1- Comment: The authors state that nearly 13.1% of the individuals were excluded from the parent study (LIPOKAP). However, the has not been dealt explicitly in the discussion.

Thanks for your comment. Since these subjects did not have complete information, we excluded them from analysis. Therefore, there are no data for comparing them between included and excluded subjects. Indeed, this issue does not matter for cross-sectional studies and it is a matter for cohort studies which should compare data between followed and missed to follow.

2- Comment: What do the authors mean by semi-quantitative food frequency questionnaire? Was a different FFQ used? If yes, kindly include in supplement.

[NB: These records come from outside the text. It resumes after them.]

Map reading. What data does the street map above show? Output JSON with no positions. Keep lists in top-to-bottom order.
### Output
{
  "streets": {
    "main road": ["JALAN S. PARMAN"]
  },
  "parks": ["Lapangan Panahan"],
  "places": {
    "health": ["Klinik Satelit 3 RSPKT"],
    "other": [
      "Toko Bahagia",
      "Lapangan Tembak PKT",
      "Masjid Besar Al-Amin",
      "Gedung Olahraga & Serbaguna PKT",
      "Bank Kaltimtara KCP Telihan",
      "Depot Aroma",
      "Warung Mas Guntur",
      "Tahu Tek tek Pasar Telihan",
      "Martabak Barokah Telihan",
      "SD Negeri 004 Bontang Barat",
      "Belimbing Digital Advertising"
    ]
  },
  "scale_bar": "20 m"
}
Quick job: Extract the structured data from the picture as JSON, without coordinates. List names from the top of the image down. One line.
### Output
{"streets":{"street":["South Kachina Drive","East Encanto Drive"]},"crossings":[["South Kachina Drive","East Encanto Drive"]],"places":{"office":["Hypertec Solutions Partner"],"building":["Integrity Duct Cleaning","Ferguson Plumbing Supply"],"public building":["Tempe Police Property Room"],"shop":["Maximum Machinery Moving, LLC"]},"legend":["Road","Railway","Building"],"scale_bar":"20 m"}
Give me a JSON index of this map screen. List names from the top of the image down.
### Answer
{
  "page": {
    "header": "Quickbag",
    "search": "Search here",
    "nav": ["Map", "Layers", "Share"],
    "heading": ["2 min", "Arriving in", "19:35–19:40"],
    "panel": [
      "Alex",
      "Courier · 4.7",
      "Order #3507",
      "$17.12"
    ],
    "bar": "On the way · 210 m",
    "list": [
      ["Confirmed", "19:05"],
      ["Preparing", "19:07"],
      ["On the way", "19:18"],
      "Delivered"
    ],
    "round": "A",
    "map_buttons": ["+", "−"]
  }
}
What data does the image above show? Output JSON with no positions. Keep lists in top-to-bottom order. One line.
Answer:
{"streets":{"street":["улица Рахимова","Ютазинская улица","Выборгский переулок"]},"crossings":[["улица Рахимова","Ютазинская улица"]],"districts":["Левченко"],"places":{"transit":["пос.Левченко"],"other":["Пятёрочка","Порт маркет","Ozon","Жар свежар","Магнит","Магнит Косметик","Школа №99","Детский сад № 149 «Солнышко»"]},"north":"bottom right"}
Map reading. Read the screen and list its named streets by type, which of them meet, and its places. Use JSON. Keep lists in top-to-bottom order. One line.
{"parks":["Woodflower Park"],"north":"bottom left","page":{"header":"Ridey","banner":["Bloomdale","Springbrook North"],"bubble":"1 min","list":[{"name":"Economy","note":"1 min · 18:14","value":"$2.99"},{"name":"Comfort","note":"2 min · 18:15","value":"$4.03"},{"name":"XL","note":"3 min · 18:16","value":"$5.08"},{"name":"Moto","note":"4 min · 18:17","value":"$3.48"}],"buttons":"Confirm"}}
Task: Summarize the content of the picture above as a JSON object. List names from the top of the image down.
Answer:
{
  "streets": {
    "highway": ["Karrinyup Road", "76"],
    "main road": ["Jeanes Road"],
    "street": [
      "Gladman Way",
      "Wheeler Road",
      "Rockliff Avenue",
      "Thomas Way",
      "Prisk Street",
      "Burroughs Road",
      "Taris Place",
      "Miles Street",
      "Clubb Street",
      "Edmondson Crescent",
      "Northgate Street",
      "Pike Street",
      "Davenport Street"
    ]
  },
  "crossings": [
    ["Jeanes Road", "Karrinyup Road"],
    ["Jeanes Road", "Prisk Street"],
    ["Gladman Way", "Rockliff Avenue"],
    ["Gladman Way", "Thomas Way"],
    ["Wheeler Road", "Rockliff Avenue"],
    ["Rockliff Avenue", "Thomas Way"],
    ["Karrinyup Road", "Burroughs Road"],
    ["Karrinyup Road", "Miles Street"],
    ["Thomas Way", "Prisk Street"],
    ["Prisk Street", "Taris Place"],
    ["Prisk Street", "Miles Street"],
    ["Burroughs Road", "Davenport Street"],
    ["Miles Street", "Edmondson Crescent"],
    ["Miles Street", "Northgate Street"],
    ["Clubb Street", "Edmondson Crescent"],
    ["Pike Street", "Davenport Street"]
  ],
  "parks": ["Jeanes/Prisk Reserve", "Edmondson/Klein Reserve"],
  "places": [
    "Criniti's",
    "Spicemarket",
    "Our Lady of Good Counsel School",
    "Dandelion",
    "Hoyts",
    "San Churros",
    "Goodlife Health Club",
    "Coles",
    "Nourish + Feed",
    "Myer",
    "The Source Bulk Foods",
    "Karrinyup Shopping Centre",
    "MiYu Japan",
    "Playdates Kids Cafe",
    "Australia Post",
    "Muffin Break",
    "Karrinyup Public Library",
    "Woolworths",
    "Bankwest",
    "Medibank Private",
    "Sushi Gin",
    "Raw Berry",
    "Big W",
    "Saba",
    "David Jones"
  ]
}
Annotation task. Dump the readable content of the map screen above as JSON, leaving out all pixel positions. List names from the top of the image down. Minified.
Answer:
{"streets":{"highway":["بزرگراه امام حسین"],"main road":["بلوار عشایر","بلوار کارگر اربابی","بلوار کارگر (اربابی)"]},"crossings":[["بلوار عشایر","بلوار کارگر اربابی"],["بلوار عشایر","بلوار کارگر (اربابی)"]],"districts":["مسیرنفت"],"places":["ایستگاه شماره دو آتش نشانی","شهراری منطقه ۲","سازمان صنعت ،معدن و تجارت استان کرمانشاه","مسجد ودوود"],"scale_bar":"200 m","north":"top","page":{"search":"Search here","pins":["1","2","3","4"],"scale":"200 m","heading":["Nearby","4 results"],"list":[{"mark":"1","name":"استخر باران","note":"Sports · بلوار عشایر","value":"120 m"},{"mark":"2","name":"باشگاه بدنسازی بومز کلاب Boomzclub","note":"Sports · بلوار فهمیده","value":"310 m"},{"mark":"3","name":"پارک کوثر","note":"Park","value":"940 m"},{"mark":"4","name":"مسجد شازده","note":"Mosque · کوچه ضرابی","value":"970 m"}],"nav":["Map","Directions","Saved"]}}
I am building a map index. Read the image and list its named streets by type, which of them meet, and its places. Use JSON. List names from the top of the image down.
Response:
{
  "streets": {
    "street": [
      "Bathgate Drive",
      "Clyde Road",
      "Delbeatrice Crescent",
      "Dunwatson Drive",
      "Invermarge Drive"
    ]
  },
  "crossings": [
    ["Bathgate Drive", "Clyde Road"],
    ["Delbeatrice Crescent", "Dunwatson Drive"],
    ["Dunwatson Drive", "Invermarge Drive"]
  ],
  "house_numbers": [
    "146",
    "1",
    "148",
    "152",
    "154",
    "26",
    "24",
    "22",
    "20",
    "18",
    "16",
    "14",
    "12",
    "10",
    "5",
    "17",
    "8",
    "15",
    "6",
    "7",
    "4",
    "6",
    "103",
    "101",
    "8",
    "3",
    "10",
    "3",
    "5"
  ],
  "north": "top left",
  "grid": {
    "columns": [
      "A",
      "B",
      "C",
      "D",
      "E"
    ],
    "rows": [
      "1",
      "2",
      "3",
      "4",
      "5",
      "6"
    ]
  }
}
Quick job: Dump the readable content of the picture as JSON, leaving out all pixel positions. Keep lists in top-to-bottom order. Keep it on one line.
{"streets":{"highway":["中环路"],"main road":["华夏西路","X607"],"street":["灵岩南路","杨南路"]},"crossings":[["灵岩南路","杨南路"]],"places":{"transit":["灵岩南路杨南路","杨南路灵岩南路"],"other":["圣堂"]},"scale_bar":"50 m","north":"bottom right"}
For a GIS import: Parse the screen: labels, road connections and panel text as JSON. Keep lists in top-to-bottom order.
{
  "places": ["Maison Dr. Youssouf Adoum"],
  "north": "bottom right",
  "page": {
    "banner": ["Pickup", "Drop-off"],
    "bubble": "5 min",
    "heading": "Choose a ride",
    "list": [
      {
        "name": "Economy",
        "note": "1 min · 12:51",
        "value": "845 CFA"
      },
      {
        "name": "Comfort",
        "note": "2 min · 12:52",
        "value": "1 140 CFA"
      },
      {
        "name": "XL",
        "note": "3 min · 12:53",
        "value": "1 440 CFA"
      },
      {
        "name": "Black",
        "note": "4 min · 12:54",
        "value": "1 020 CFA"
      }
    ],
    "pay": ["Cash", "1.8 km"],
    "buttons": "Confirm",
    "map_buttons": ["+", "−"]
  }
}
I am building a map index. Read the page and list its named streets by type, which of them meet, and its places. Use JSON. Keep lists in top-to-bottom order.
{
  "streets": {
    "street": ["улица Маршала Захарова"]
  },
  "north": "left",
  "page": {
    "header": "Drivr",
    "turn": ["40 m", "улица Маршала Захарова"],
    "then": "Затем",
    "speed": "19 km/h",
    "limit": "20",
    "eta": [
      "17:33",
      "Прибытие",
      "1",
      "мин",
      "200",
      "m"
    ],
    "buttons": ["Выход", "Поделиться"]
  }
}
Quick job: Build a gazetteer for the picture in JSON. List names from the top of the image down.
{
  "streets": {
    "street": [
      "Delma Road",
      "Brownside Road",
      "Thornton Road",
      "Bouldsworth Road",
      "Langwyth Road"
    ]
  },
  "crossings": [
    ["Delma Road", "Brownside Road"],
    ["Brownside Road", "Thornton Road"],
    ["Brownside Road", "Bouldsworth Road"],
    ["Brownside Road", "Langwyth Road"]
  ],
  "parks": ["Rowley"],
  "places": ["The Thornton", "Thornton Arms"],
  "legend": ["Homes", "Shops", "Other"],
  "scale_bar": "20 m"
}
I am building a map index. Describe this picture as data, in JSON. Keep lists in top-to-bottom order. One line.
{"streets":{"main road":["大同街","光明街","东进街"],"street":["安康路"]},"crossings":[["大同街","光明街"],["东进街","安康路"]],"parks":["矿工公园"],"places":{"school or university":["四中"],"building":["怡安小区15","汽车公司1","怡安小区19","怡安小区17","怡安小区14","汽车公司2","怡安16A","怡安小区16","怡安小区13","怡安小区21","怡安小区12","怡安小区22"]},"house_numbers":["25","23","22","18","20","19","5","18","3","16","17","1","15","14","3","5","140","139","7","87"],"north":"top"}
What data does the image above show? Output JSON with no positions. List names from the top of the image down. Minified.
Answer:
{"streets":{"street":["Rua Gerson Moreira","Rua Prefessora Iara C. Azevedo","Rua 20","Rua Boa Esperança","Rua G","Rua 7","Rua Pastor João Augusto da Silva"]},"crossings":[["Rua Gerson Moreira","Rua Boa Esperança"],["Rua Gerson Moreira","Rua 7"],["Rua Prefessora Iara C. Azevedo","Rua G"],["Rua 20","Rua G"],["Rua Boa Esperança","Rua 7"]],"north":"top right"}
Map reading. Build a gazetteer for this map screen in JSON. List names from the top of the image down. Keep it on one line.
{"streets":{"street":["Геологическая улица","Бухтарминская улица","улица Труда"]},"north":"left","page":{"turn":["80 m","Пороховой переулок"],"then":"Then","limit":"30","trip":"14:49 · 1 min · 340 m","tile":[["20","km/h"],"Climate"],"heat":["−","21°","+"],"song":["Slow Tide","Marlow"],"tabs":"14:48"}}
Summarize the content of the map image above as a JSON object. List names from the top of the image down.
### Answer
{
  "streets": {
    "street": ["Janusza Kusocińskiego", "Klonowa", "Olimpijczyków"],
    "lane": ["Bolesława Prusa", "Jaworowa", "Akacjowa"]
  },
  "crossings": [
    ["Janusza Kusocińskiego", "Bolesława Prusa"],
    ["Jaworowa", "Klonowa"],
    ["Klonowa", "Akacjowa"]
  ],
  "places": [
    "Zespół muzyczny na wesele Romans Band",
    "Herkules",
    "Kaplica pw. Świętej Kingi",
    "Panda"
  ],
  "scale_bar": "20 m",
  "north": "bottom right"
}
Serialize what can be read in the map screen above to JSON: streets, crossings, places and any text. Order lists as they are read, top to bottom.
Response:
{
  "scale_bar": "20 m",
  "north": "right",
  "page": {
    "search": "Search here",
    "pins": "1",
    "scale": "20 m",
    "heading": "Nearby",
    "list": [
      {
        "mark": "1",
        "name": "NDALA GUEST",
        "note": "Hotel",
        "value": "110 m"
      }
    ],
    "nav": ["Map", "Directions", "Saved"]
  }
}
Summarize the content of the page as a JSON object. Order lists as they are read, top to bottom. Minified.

Not actually. It is the same and a common expression for FFQ which can be seen in many articles. Indeed, since it does not directly ask about grams, but portions, it is called “semi-quantitative”.

3- Comment: Basis of categorisation of PDI into animal sources, healthy and unhealthy has not been explicitly explained. The reference no. 13 also does not clarify the doubt.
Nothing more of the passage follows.